Retype the listing exactly, minus its pictures.

:::

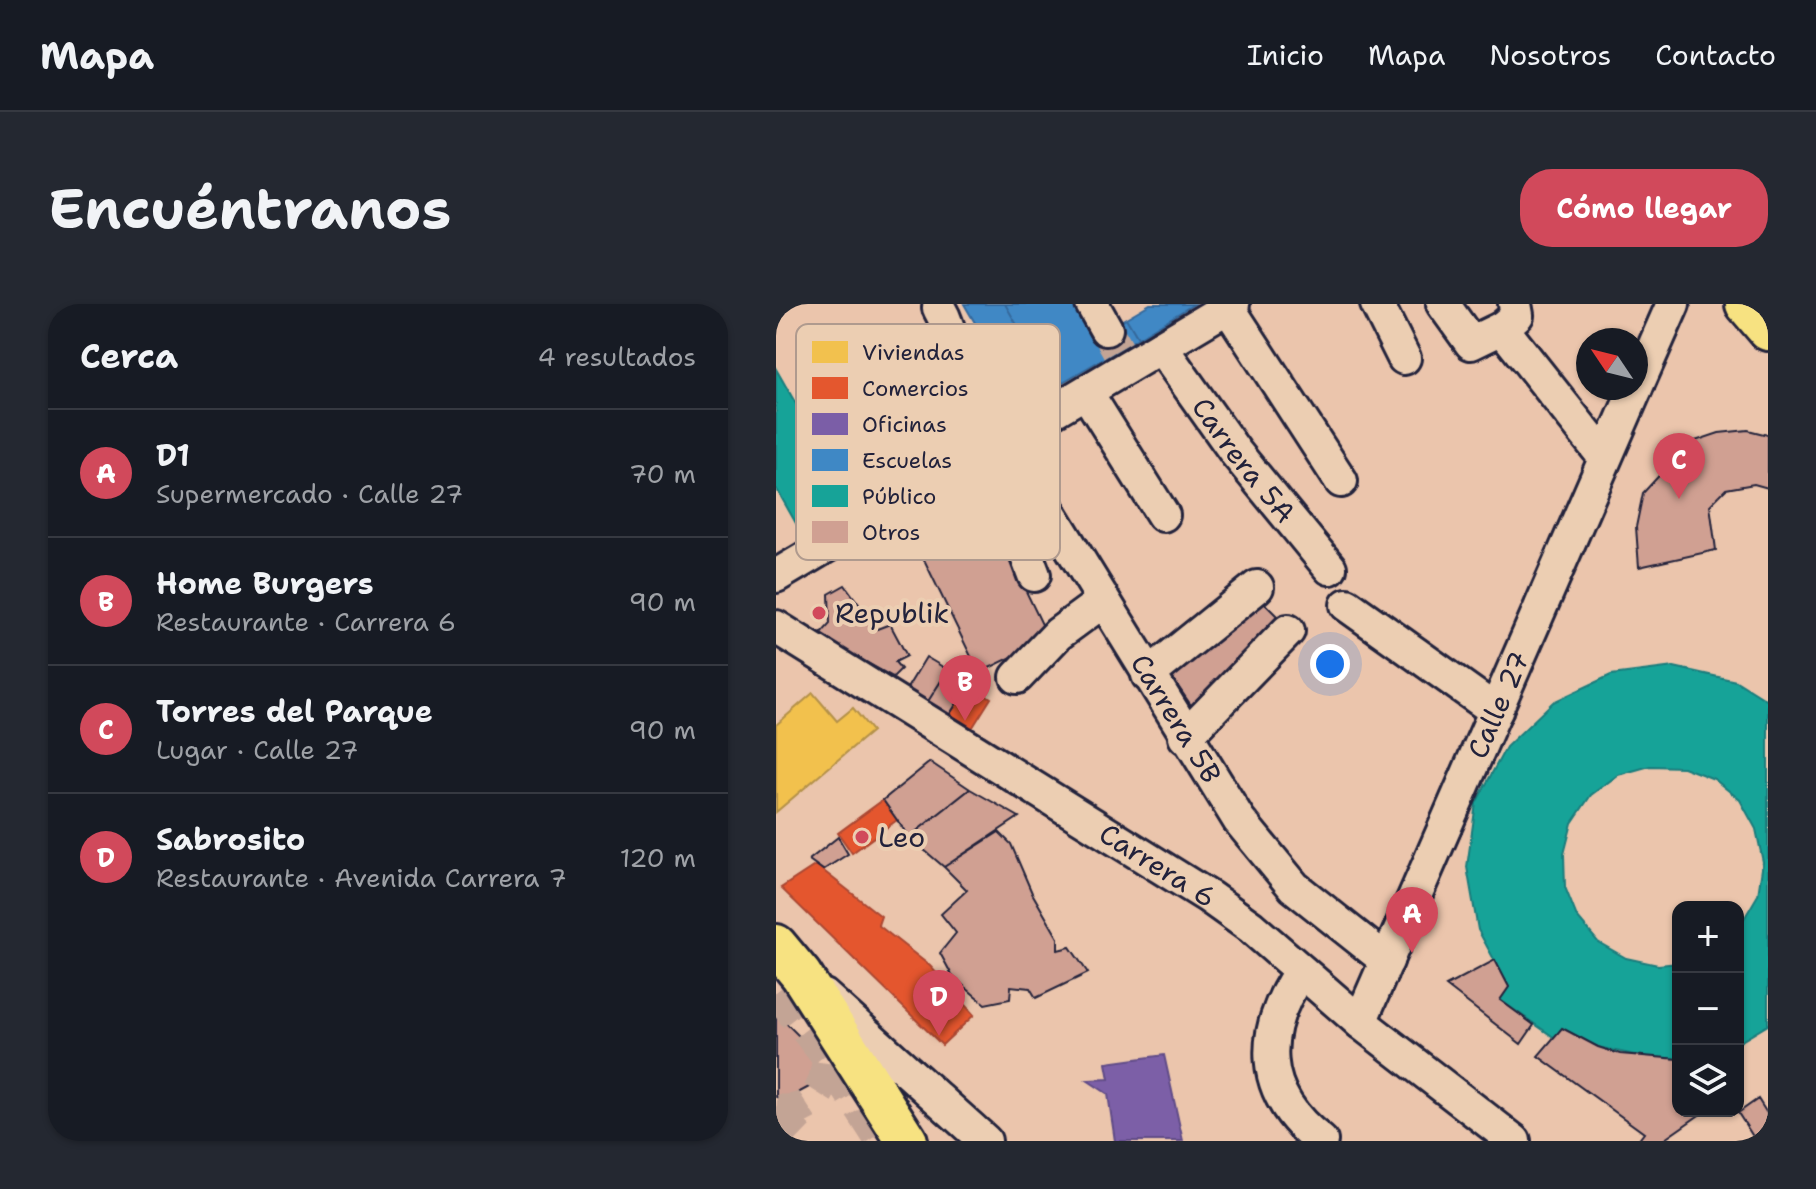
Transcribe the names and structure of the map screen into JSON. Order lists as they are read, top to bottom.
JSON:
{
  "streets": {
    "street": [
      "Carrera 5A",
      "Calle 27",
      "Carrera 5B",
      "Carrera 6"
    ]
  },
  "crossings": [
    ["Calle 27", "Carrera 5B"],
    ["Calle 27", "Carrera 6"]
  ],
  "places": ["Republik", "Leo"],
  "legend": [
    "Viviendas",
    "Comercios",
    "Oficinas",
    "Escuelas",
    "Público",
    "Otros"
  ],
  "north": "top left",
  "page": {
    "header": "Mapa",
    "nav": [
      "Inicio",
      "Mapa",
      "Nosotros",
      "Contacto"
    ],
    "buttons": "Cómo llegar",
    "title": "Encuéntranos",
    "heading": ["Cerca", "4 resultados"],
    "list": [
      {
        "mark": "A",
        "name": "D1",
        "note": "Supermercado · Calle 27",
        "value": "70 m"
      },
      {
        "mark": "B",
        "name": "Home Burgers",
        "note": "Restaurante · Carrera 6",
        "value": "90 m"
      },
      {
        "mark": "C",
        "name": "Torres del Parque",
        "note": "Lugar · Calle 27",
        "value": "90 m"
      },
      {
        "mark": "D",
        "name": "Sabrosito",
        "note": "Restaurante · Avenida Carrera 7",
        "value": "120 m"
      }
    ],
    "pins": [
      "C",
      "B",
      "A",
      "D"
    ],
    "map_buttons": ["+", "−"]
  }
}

:::

Solution to the problem —
Transcribe the names and structure of the map screen into JSON. Order lists as they are read, top to bottom.
JSON:
{
  "streets": {
    "street": [
      "Carrera 5A",
      "Calle 27",
      "Carrera 5B",
      "Carrera 6"
    ]
  },
  "crossings": [
    ["Calle 27", "Carrera 5B"],
    ["Calle 27", "Carrera 6"]
  ],
  "places": ["Republik", "Leo"],
  "legend": [
    "Viviendas",
    "Comercios",
    "Oficinas",
    "Escuelas",
    "Público",
    "Otros"
  ],
  "north": "top left",
  "page": {
    "header": "Mapa",
    "nav": [
      "Inicio",
      "Mapa",
      "Nosotros",
      "Contacto"
    ],
    "buttons": "Cómo llegar",
    "title": "Encuéntranos",
    "heading": ["Cerca", "4 resultados"],
    "list": [
      {
        "mark": "A",
        "name": "D1",
        "note": "Supermercado · Calle 27",
        "value": "70 m"
      },
      {
        "mark": "B",
        "name": "Home Burgers",
        "note": "Restaurante · Carrera 6",
        "value": "90 m"
      },
      {
        "mark": "C",
        "name": "Torres del Parque",
        "note": "Lugar · Calle 27",
        "value": "90 m"
      },
      {
        "mark": "D",
        "name": "Sabrosito",
        "note": "Restaurante · Avenida Carrera 7",
        "value": "120 m"
      }
    ],
    "pins": [
      "C",
      "B",
      "A",
      "D"
    ],
    "map_buttons": ["+", "−"]
  }
}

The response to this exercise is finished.